Why, then, do small businesses continue to engage consultants, such as myself? I'll offer up some insight here - and forgive me if I demonstrate my firm mastery of the obvious, but some things are so obvious we never think of them, unless someone writes them down.
Here then, are my rules for effectively engaging a small business:
- Understand the Client - I realize that this isn't necessarily unique to small businesses, but it makes a much bigger impact in the small company. There just isn't that much there to begin with, and in a large company if you flub something, you can typically sweep it under the rug and move on. In a small company - that tactic will get you walked out the door with a boot in your rear-end.

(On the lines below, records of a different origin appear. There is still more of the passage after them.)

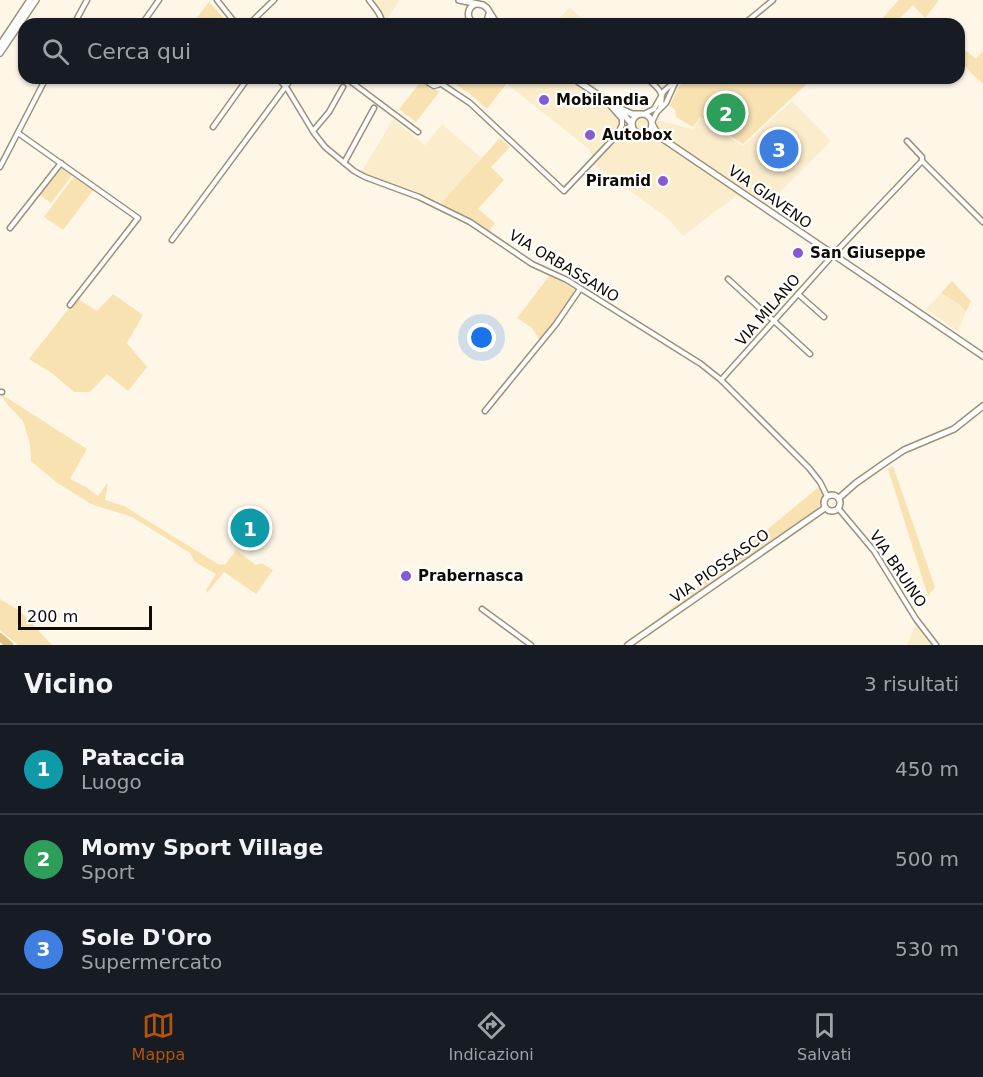 <!DOCTYPE html>
<html lang="it">
<style>
body{margin:0;font-family:"DejaVu Sans",sans-serif;background:#20242c;color:#f1f3f6}
.scale{position:absolute;left:18px;bottom:15px;width:134px;box-sizing:border-box;padding-left:6px;border:3px solid #0f0b04;border-top:0;font-size:16px;line-height:21px;white-space:nowrap;color:#0f0b04;-webkit-text-stroke:4px #fff;paint-order:stroke}
.you{position:absolute;left:482px;top:338px;width:21px;height:21px;margin:-15px;border:4px solid #fff;border-radius:50%;background:#1a73e8;box-shadow:0 0 0 9px #1a73e833}
.badge{display:grid;place-items:center;width:39px;height:39px;border-radius:50%;background:#b45309;color:#fff;font-size:20px;font-weight:700}
.pin{position:absolute;translate:-50% -50%;border:3px solid #fff;box-shadow:0 2px 6px #0006}
.list{margin:0;padding:0;list-style:none}
h2{display:flex;justify-content:space-between;align-items:center;height:78px;margin:0;padding:0 24px;font-size:26px}
h2 small{font-size:20px;font-weight:400;color:#9ea1a6}
.list li{display:grid;grid-template-columns:39px 1fr auto;gap:18px;align-items:center;box-sizing:border-box;height:90px;padding:0 24px;border-top:2px solid #363941}
.list b{display:block;font-size:22px;white-space:nowrap}
.list p{margin:0;font-size:20px;white-space:nowrap;color:#9ea1a6}
.list em{font-size:20px;font-style:normal;color:#9ea1a6}
.icon{flex:none;width:33px;height:33px;fill:none;stroke:currentColor;stroke-width:2;stroke-linecap:round;stroke-linejoin:round}
.map{position:relative;flex:none;width:983px;height:645px;overflow:hidden}
.search{position:absolute;background:#171b24;box-shadow:0 2px 4px #0004;left:18px;right:18px;top:18px;height:66px;display:flex;align-items:center;gap:15px;box-sizing:border-box;padding:0 21px;border-radius:18px;color:#9ea1a6;font-size:22px}
.sheet{height:348px;background:#171b24}
nav{display:flex;justify-content:space-around;align-items:center;box-sizing:border-box;height:84px;border-top:2px solid #363941;background:#171b24;font-size:16px;color:#9ea1a6}
nav a{display:grid;justify-items:center;gap:3px}
nav .on{color:#b45309}
.map>svg:first-child{display:block}
.built{fill:#fbedcc}
.green{fill:#f8e2b2}
.lines{fill:none;stroke-linecap:round;stroke-linejoin:round}
.river{stroke:#dec283;stroke-width:8}
.minor-casing{stroke:#9c917a;stroke-width:7}
.tertiary-casing{stroke:#9c917a;stroke-width:8}
.secondary-casing{stroke:#9c917a;stroke-width:8}
.minor{stroke:#fff;stroke-width:4}
.tertiary{stroke:#fff;stroke-width:5}
.secondary{stroke:#fff;stroke-width:5}
.poi-dot{fill:#855ad3;stroke:#fff;stroke-width:2}
.labels{text-anchor:middle;dominant-baseline:central;stroke-width:4.5;stroke-linejoin:round;paint-order:stroke}
.poi-label{font-size:15px;font-weight:bold;fill:#0f0b04;stroke:#fff;text-anchor:start}
.street-label{font-size:15px;fill:#0f0b04;stroke:#fff}
</style>
<div class="map">
<svg width="983" height="645" viewBox="0 0 983 645">
<rect width="100%" height="100%" fill="#fef7e8"/>
<g class="built">
<polygon points="371,0 400,0 387,19"/>
<polygon points="570,7 587,24 554,24"/>
<polygon points="512,78 600,78 592,91 629,113 693,129 700,118 743,146 792,101 831,141 774,198 766,209 736,196 683,236 666,217 594,165 589,149 508,85"/>
<polygon points="393,119 425,145 442,124 482,158 441,203 409,189 399,189 398,187 361,173"/>
<polygon points="941,293 959,304 966,312 958,331 926,309"/>
<polygon points="916,623 933,645 907,645"/>
</g>
<g class="green">
<polygon points="899,0 939,0 925,18 913,5 894,24 877,24"/>
<polygon points="209,2 229,24 192,24"/>
<polygon points="959,45 976,59 983,51 983,84 971,73 959,58"/>
<path d="M424,78C426,89 430,89 440,91L416,122L399,109Z"/>
<polygon points="447,78 511,78 487,109 471,95"/>
<polygon points="689,78 813,78 743,144 700,117 693,127 676,117 675,110 670,106 679,86"/>
<polygon points="500,138 510,147 491,167 504,180 478,209 495,223 489,232 441,203"/>
<path d="M61,166L73,174L51,203L40,195C46,184 54,176 61,166Z"/>
<polygon points="75,175 94,189 63,230 44,217"/>
<polygon points="550,275 574,289 575,294 540,340 531,327 517,318"/>
<polygon points="952,281 971,301 966,312 959,304 941,293"/>
<polygon points="113,294 143,315 127,343 147,367 128,391 107,374 90,392 74,392 53,374 29,359 77,298 97,311"/>
<polygon points="1,394 87,449 70,479 86,487 98,496 108,482 105,500 124,506 218,564 225,565 236,550 256,565 262,563 273,570 256,594 224,572 207,593 206,590 216,574 195,562 190,553 132,517 91,504 56,482 31,461 30,444 23,421 7,404"/>
<polygon points="893,466 935,587 928,596 888,469"/>
<path d="M820,486C825,496 821,506 813,514L625,645H622L657,620Z"/>
<polygon points="0,599 20,611 52,645 18,645 0,630"/>
</g>
<g class="lines">
<polyline class="river" points="0,637 9,645"/>
<defs>
<g id="minor">
<polyline points="217,0 236,24"/>
<path d="M369,0C374,7 383,16 382,24"/>
<polyline points="74,24 87,0"/>
<polyline points="142,24 159,0"/>
<polyline points="249,24 274,0"/>
<polyline points="744,24 773,0"/>
<polyline points="278,78 288,90 314,133 325,147 354,171 365,177 419,197 470,222 532,264 567,280 701,364 721,380 809,468 820,482 827,496"/>
<polyline points="346,78 418,132"/>
<polyline points="428,78 429,83 434,86 440,84 441,78"/>
<path d="M647,78C659,90 665,91 660,108"/>
<polyline points="440,83 470,103 564,191 617,135 632,125"/>
<polyline points="607,102 622,119 622,125 618,133"/>
<polyline points="644,114 654,109 664,91 679,78"/>
<polyline points="652,122 657,112 666,103 676,81"/>
<polyline points="213,127 248,78"/>
<polyline points="313,131 329,112 343,87"/>
<polyline points="18,133 138,218 70,305"/>
<polyline points="621,134 636,133"/>
<polyline points="907,141 922,157 922,161 983,222"/>
<polyline points="344,163 374,108"/>
<polyline points="0,167 46,78"/>
<polyline points="10,228 61,163"/>
<polyline points="172,240 292,78"/>
<polyline points="728,279 810,354"/>
<polyline points="798,294 824,317"/>
<polyline points="721,380 833,255 922,161"/>
<polyline points="0,392 2,392"/>
<polyline points="485,411 556,324 580,289"/>
<polyline points="838,508 874,551 916,619 936,645"/>
<polyline points="482,609 531,645"/>
</g>
<g id="tertiary">
<circle cx="832" cy="503" r="8"/>
<polyline points="839,498 856,483 886,462 904,450 954,429 983,406"/>
<polyline points="628,645 825,508"/>
</g>
<g id="secondary">
<polyline points="459,0 483,5 487,8 497,24"/>
<path d="M475,24C466,19 466,8 476,4"/>
<polyline points="483,24 487,21 489,14"/>
<polyline points="0,45 30,0"/>
<polyline points="0,53 36,0"/>
<path d="M573,78C591,91 620,106 632,125"/>
<polyline points="621,109 632,114 639,114"/>
<circle cx="642" cy="124" r="10"/>
<polyline points="652,124 656,131 663,139 983,356"/>
</g>
</defs>
<use href="#minor" class="minor-casing"/>
<use href="#tertiary" class="tertiary-casing"/>
<use href="#secondary" class="secondary-casing"/>
<use href="#minor" class="minor"/>
<use href="#tertiary" class="tertiary"/>
<use href="#secondary" class="secondary"/>
</g>
<g class="poi-dot">
<circle cx="544" cy="100" r="6"/>
<circle cx="590" cy="135" r="6"/>
<circle cx="663" cy="181" r="6"/>
<circle cx="798" cy="253" r="6"/>
<circle cx="406" cy="576" r="6"/>
</g>
<g class="labels">
<g class="poi-label">
<text x="556" y="100">Mobilandia</text>
<text x="602" y="135">Autobox</text>
<text x="651" y="181" text-anchor="end">Piramid</text>
<text x="810" y="253">San Giuseppe</text>
<text x="418" y="576">Prabernasca</text>
</g>
<g class="street-label">
<text transform="translate(770 197) rotate(35)">VIA GIAVENO</text>
<text transform="translate(564 266) rotate(31)">VIA ORBASSANO</text>
<text transform="translate(768 310) rotate(-49)">VIA MILANO</text>
<text transform="translate(720 566) rotate(-35)">VIA PIOSSASCO</text>
<text transform="translate(898 569) rotate(56)">VIA BRUINO</text>
</g>
</g>
</svg>
<div class="scale">200 m</div>
<div class="you"></div>
<div class="pin badge" style="left:250px;top:528px;background:#0f9aa8">1</div>
<div class="pin badge" style="left:726px;top:113px;background:#2e9e5b">2</div>
<div class="pin badge" style="left:779px;top:149px;background:#3f7fe0">3</div>
<div class="search"><svg class="icon" aria-label="search" viewBox="0 0 24 24"><circle cx="10" cy="10" r="6"/><path d="M15 15l6 6"/></svg>Cerca qui</div>
</div>
<section class="sheet">
<h2>Vicino<small>3 risultati</small></h2>
<ul class="list">
<li><span class="badge" style="background:#0f9aa8">1</span><div><b>Pataccia</b><p>Luogo</p></div><em>450 m</em></li>
<li><span class="badge" style="background:#2e9e5b">2</span><div><b>Momy Sport Village</b><p>Sport</p></div><em>500 m</em></li>
<li><span class="badge" style="background:#3f7fe0">3</span><div><b>Sole D'Oro</b><p>Supermercato</p></div><em>530 m</em></li>
</ul>
</section>
<nav>
<a class="on"><svg class="icon" aria-label="map" viewBox="0 0 24 24"><path d="M3 6l6-2 6 2 6-2v14l-6 2-6-2-6 2zM9 4v14M15 6v14"/></svg>Mappa</a>
<a><svg class="icon" aria-label="directions" viewBox="0 0 24 24"><path d="M12 3l9 9-9 9-9-9zM9 14v-3h6M13 9l2 2-2 2"/></svg>Indicazioni</a>
<a><svg class="icon" aria-label="saved" viewBox="0 0 24 24"><path d="M7 4h10v16l-5-4-5 4z"/></svg>Salvati</a>
</nav>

- Understand the Client's Market - Captain Obvious strikes again, right? How many times have we as consultants walked into a client, and tried to sell some technology, some process, some tool only to find out that that client doesn't care as much about being innovative as they care about keeping up with the competition? Often times, this is critical because as a small business the competition is usually big enterprises with much deeper pockets! Learn the market-space, at least on the surface and you'll be more successful.
- Be Prepared for the "Low Budget" Speech - The typical small business (those that are not well-funded by wealthy investors) has a very limited budget. Again, not unlike big enterprises but keep in mind that 10% of a million dollars is bigger than that same percentage of ten thousand dollars. You always have to think that you're going to be asked to do more with less. If you start off with that mindset - there will be no surprises and you'll be much better prepared to handle the client's needs. If you go in thinking you're going to put in a million-dollar security system to a company that sells widgets and barely breaks even... good luck.
- Know Why You're There - This isn't quite as obvious as we typically think. As a security consultant you're typically thinking... "I'm here to put some security in place, they must need something firewalled, virus cleaned, etc". And you'll typically be wrong. You as the consultant are typically there to meet some business-initiated need. This turns into a much deeper philosophical discussion but I'll make it short for reading purposes (write me if you want to talk philosophy!). Businesses are there to make money, period, and you're there to do "something" to help them to that end. I don't think I've ever met someone in a small business who has said to me "Gee, I think I have a virus infection, please come clean it for me." Instead, the need typically comes up as "My PC is slow and I can't get my work done effectively, come see what the problem is." After doing this a while most of us start to see this and just think of it as second-nature... but if you're not going into it knowing you're there to solve a business issue through some technology, you're going to have a hard time figuring the task at hand out.
- The Right Answer is Not Always the Right One - There are always at least two answers to every IT problem. The right(1) answer, and the right(2) answer. I'll explain here. The right(1) answer is the Cadillac, in our minds as consultants. It's the full buildout, all bells and whistles, and the armed guard. The right(2) answer, is often the used '87 Cutlass. It'll do the job, and it is cheap. Ponder that for a minute. Always be prepared to give both options to your small business client. This is actually a key differentiating point between consulting at the enterprise and consulting at a small business. Small businesses love the used '87 Cutlass, enterprises can afford the shiny, new Cadillac. What's "good enough"? How much security does your client need to protect their digital assets? Consider their size and income, and then come up with the right solution carefully.